Révoquer d'abord, comprendre ensuite

L'ordre des gestes décide de l'impact. Un secret exposé est compromis à l'instant où il devient public, même si aucune utilisation n'apparaît dans les journaux : on révoque et on fait tourner la clé en premier, on enquête après. Retirer le fichier du dépôt ne sert à rien, l'historique Git conserve l'objet, les forks aussi, et les moteurs de recherche de code en gardent copie. Réécrire l'historique complique la vie de l'équipe sans rendre le secret sûr. Les deux seules questions qui comptent sont ce que la clé permettait de faire, et pendant combien de temps elle a été exposée, ce que les journaux d'accès du fournisseur permettent souvent de trancher.

Empêcher la prochaine

Trois barrières se posent, par coût croissant. Un contrôle avant commit, sur le poste du développeur, attrape l'essentiel des accidents. Un contrôle côté serveur, à la réception des commits, rattrape ceux qui contournent le premier, volontairement ou non. Un balayage périodique de l'historique complet et des artefacts, images de conteneurs et paquets publiés compris, exhume la dette déjà accumulée. Le reste est architectural : des secrets à durée de vie courte, injectés au démarrage depuis un coffre, plutôt que des clés permanentes qu'on finit toujours par recopier quelque part. Le SAST attrape ceux qui sont écrits en dur dans le code, pas ceux publiés hors du dépôt.

Questions fréquentes

Faut-il réécrire l'historique Git après une fuite ?

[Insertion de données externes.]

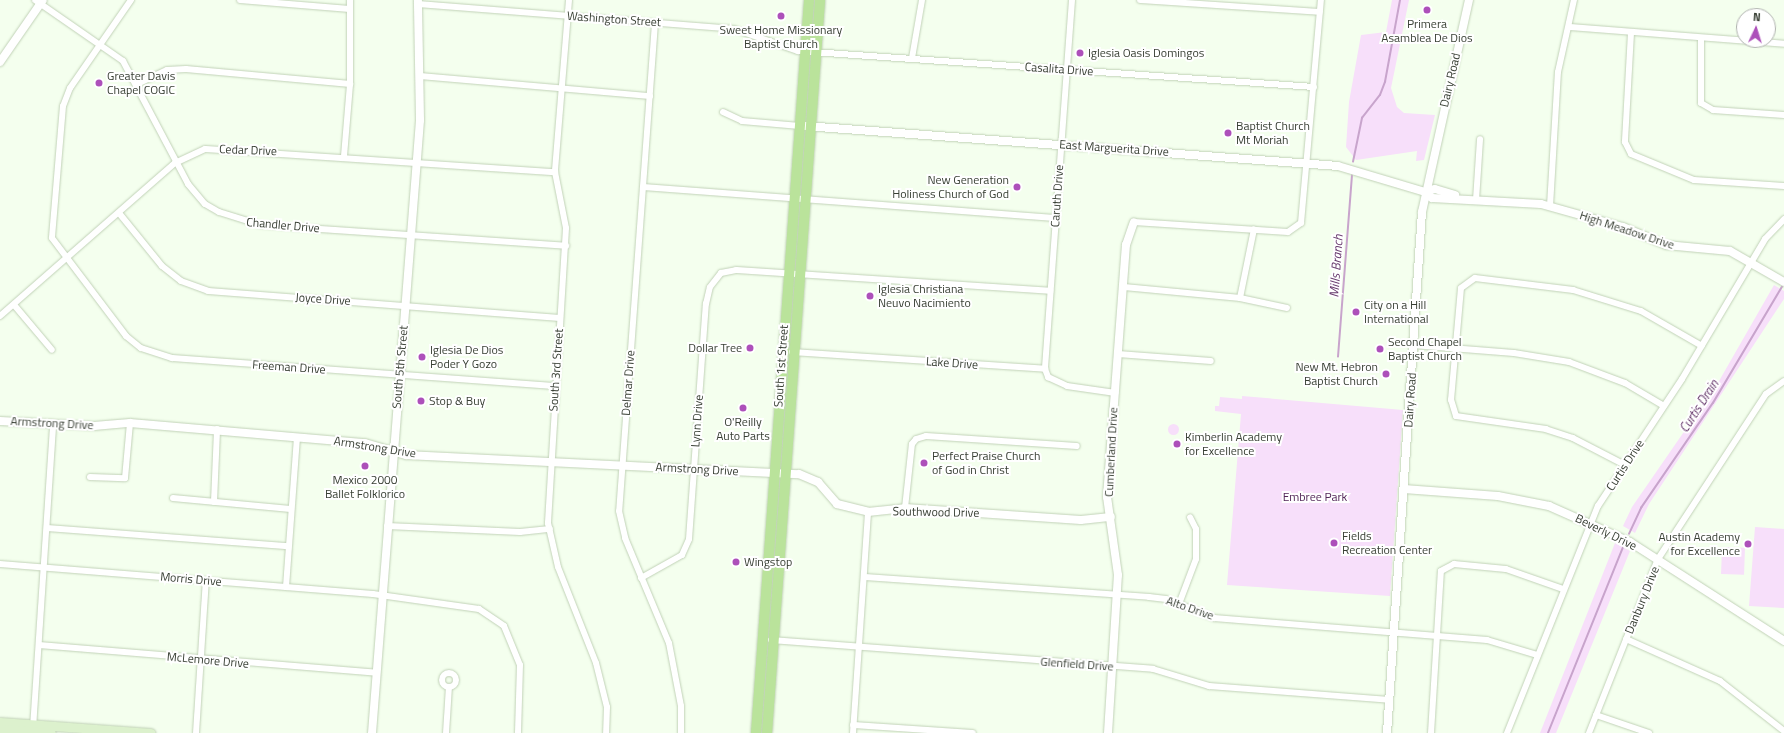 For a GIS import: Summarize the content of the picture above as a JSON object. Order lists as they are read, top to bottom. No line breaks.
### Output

Ce n'est pas la priorité et cela ne rend pas le secret sûr. On révoque d'abord. La réécriture peut se justifier ensuite pour assainir un dépôt privé, en sachant qu'elle casse les clones existants et n'atteint pas les copies déjà faites.

Combien de temps avant qu'une clé publiée soit utilisée ?

Très peu. Des robots surveillent en permanence les dépôts publics et les registres de paquets, et testent automatiquement les identifiants qu'ils y trouvent. On raisonne en minutes, pas en jours.

Un dépôt privé met-il à l'abri ?

Il réduit l'exposition, il ne l'annule pas. Un dépôt privé peut être rendu public par erreur, cloné par un partenaire, ou accessible depuis un compte compromis. Un secret n'a pas sa place dans le code, quel que soit le niveau de confidentialité du dépôt.